BEGIN Supplied records

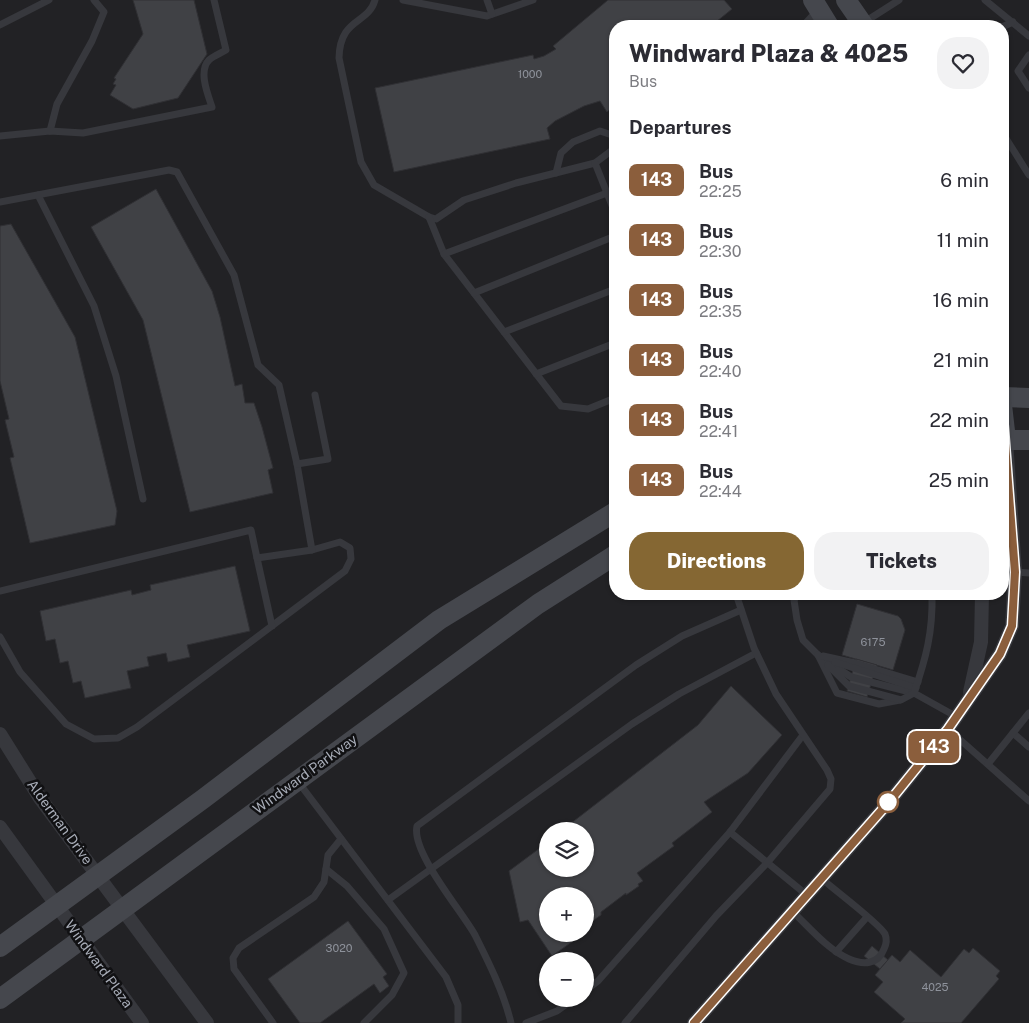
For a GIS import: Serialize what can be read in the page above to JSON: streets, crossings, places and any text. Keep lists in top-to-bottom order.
{
  "streets": {
    "main road": ["Windward Parkway"],
    "street": ["Alderman Drive", "Windward Plaza"]
  },
  "crossings": [
    ["Windward Parkway", "Alderman Drive"],
    ["Windward Parkway", "Windward Plaza"]
  ],
  "lines": ["bus line 143"],
  "house_numbers": [
    "1000",
    "6175",
    "3020",
    "4025"
  ],
  "page": {
    "on_map": "143",
    "heading": [
      ["Windward Plaza & 4025", "Bus"],
      "Departures"
    ],
    "list": [
      {
        "mark": "143",
        "name": "Bus",
        "note": "22:25",
        "value": "6 min"
      },
      {
        "mark": "143",
        "name": "Bus",
        "note": "22:30",
        "value": "11 min"
      },
      {
        "mark": "143",
        "name": "Bus",
        "note": "22:35",
        "value": "16 min"
      },
      {
        "mark": "143",
        "name": "Bus",
        "note": "22:40",
        "value": "21 min"
      },
      {
        "mark": "143",
        "name": "Bus",
        "note": "22:41",
        "value": "22 min"
      },
      {
        "mark": "143",
        "name": "Bus",
        "note": "22:44",
        "value": "25 min"
      }
    ],
    "buttons": ["Directions", "Tickets"],
    "map_buttons": ["+", "−"]
  }
}
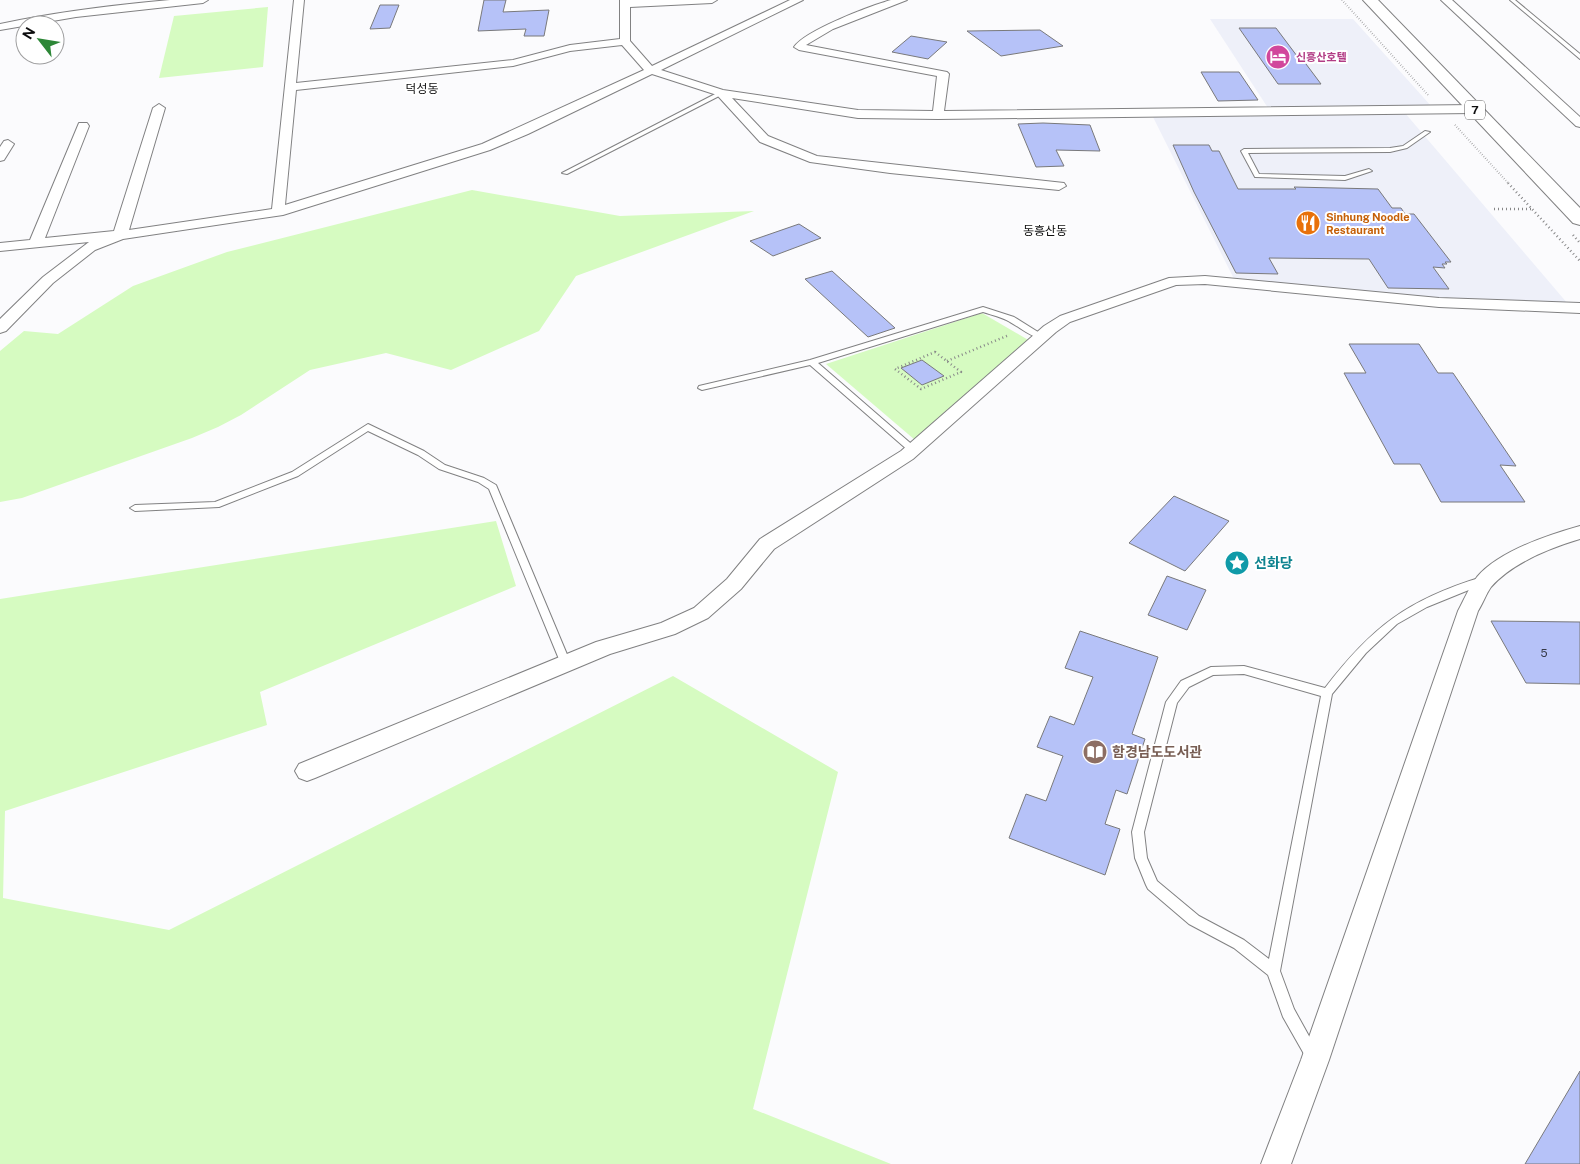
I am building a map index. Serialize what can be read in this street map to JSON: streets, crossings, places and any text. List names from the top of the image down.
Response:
{
  "streets": {
    "highway": ["7"]
  },
  "districts": ["덕성동", "동흥산동"],
  "places": {
    "hotel": ["신흥산호텔"],
    "restaurant": ["Sinhung Noodle Restaurant"],
    "place": ["선화당"],
    "library": ["함경남도도서관"]
  },
  "house_numbers": ["5"],
  "north": "top left"
}
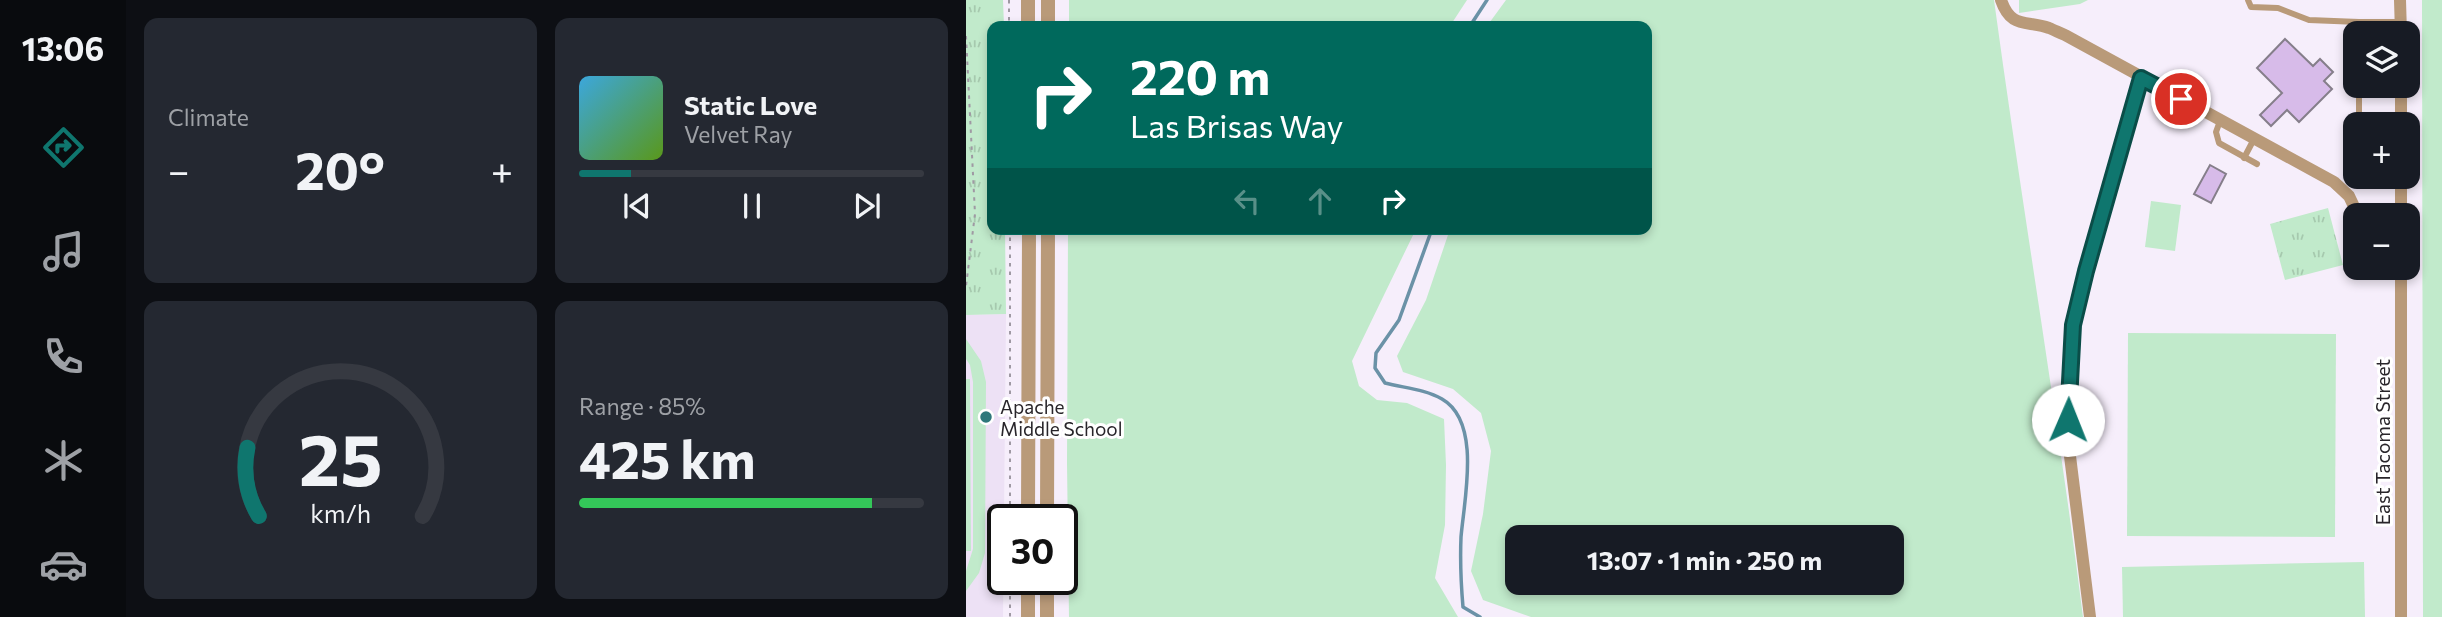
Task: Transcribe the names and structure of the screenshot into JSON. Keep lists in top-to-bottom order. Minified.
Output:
{"streets":{"street":["East Tacoma Street"]},"places":["Apache Middle School"],"page":{"tabs":"13:06","tile":["Climate",["Range · 85%","425 km"]],"map_buttons":["+","−"],"turn":["220 m","Las Brisas Way"],"song":["Static Love","Velvet Ray"],"heat":["−","20°","+"],"limit":"30","trip":"13:07 · 1 min · 250 m","gauge":["25","km/h"]}}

END Supplied records

▸ Task to complete:
Keep the pictures out and transcribe the entries exactly.

▸ Solved exercise:
For a GIS import: Serialize what can be read in the page above to JSON: streets, crossings, places and any text. Keep lists in top-to-bottom order.
{
  "streets": {
    "main road": ["Windward Parkway"],
    "street": ["Alderman Drive", "Windward Plaza"]
  },
  "crossings": [
    ["Windward Parkway", "Alderman Drive"],
    ["Windward Parkway", "Windward Plaza"]
  ],
  "lines": ["bus line 143"],
  "house_numbers": [
    "1000",
    "6175",
    "3020",
    "4025"
  ],
  "page": {
    "on_map": "143",
    "heading": [
      ["Windward Plaza & 4025", "Bus"],
      "Departures"
    ],
    "list": [
      {
        "mark": "143",
        "name": "Bus",
        "note": "22:25",
        "value": "6 min"
      },
      {
        "mark": "143",
        "name": "Bus",
        "note": "22:30",
        "value": "11 min"
      },
      {
        "mark": "143",
        "name": "Bus",
        "note": "22:35",
        "value": "16 min"
      },
      {
        "mark": "143",
        "name": "Bus",
        "note": "22:40",
        "value": "21 min"
      },
      {
        "mark": "143",
        "name": "Bus",
        "note": "22:41",
        "value": "22 min"
      },
      {
        "mark": "143",
        "name": "Bus",
        "note": "22:44",
        "value": "25 min"
      }
    ],
    "buttons": ["Directions", "Tickets"],
    "map_buttons": ["+", "−"]
  }
}
I am building a map index. Serialize what can be read in this street map to JSON: streets, crossings, places and any text. List names from the top of the image down.
Response:
{
  "streets": {
    "highway": ["7"]
  },
  "districts": ["덕성동", "동흥산동"],
  "places": {
    "hotel": ["신흥산호텔"],
    "restaurant": ["Sinhung Noodle Restaurant"],
    "place": ["선화당"],
    "library": ["함경남도도서관"]
  },
  "house_numbers": ["5"],
  "north": "top left"
}
Task: Transcribe the names and structure of the screenshot into JSON. Keep lists in top-to-bottom order. Minified.
Output:
{"streets":{"street":["East Tacoma Street"]},"places":["Apache Middle School"],"page":{"tabs":"13:06","tile":["Climate",["Range · 85%","425 km"]],"map_buttons":["+","−"],"turn":["220 m","Las Brisas Way"],"song":["Static Love","Velvet Ray"],"heat":["−","20°","+"],"limit":"30","trip":"13:07 · 1 min · 250 m","gauge":["25","km/h"]}}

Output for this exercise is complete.